Optimizing Git For Ryzen CPUs (1.5x Faster)
I still remember driving two hours away to pick up the only Ryzen 3900X in stock “near by”. The excitement of AMD finally breaking Intel’s monopoly on high end CPUs was contagious. Since then it’s handled pretty much everything, I’ve thrown at it, but I can’t help but feel most software I run has still been optimized for Intel only. These CPUs perform extremely well, but how much better could they be if software was optimized specifically for them?
One unique aspect of the Ryzen family is its currently the only high-end CPU to support Intel’s SHA-NI instruction set. First released in 2013, Intel has only seen fit to implement this on its very low-end CPUs. As a result, most software (including openssl on my Ubuntu 18.04 box) does not bother to use these instructions. I knew it was much faster than software but I wanted to see how that would play out in practice, so I fired up my assembler and got to work.

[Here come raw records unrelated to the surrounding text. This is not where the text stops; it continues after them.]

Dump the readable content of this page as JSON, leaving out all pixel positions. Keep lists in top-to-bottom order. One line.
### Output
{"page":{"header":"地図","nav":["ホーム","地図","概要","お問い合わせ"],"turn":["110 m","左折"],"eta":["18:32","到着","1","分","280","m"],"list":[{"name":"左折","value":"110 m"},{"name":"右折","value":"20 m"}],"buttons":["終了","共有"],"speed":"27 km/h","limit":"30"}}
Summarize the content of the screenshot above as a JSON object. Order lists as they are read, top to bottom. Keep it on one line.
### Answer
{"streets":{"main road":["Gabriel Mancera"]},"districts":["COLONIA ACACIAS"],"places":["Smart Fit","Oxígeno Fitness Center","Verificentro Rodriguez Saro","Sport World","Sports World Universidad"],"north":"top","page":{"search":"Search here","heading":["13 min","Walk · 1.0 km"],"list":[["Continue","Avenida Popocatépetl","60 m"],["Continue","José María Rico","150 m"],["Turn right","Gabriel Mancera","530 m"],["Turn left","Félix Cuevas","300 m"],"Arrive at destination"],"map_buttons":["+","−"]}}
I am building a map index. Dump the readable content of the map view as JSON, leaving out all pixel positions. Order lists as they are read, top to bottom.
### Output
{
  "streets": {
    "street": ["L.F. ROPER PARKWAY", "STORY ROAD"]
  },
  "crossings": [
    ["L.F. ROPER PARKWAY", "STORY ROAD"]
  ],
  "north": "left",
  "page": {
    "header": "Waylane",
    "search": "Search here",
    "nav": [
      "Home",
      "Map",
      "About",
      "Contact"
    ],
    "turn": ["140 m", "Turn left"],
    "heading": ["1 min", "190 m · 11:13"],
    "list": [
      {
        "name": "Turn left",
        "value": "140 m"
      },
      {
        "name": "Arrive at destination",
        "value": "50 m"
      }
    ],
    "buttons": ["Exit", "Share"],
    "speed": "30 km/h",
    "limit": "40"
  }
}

My hypothesis was simple: Perhaps these instructions could make SHA fast enough to use as a generic hash function for hash tables. A hash table is the core data structure for KeyDB and Redis, so if we saw improvements there it would be a big win. Unfortunately, while these instructions are much faster than software SHA-1 implementations, they are still much slower than hash table optimized functions like siphash.
With working code in hand, I now had a solution in search of problem. The outlet appeared close by with git and its controversial use of SHA-1. If these instructions wouldn’t be worthwhile for hash table use perhaps, they could still improve Git. After a few hours of debugging I finally had a working git running my Ryzen optimized SHA-1 code. The results showed substantial real world improvements for some commands - especially if you work with large files.
As you would expect operations that rely heavily on computing hashes are sped up substantially. This is especially noticeable if you are checking in large files where I saw a speedup of 1.5x. The next biggest improvement was “git fsck” which was 1.4x faster when run on the Linux repo. Git checkout was improved slightly running about 1.06x faster within the Linux repo. I did not see any improvements with clone and merge.
Not tested was commits with lots of small files and non-trivial merges; However, I would expect to see improvements there as well provided you are not bottlenecked by disk IO. My code is the reuslt of a few hours of hacking, and the results should get even better with more time and polish.
For some users these improvements will be a real time saver, while others will see only marginal gains. But, if a few hours of hacking can improve such massively deployed software then its clear most software is still optimized for Intel only. I'm hoping we will start to see more software add Zen optimized code paths - especially as EPYC processors get wider adoption in the data center.
You can find my modified Git here: https://github.com/JohnSully/git. Note that these changes are only a prototype for demonstration purposes, I wouldn't recommend using this in production just yet.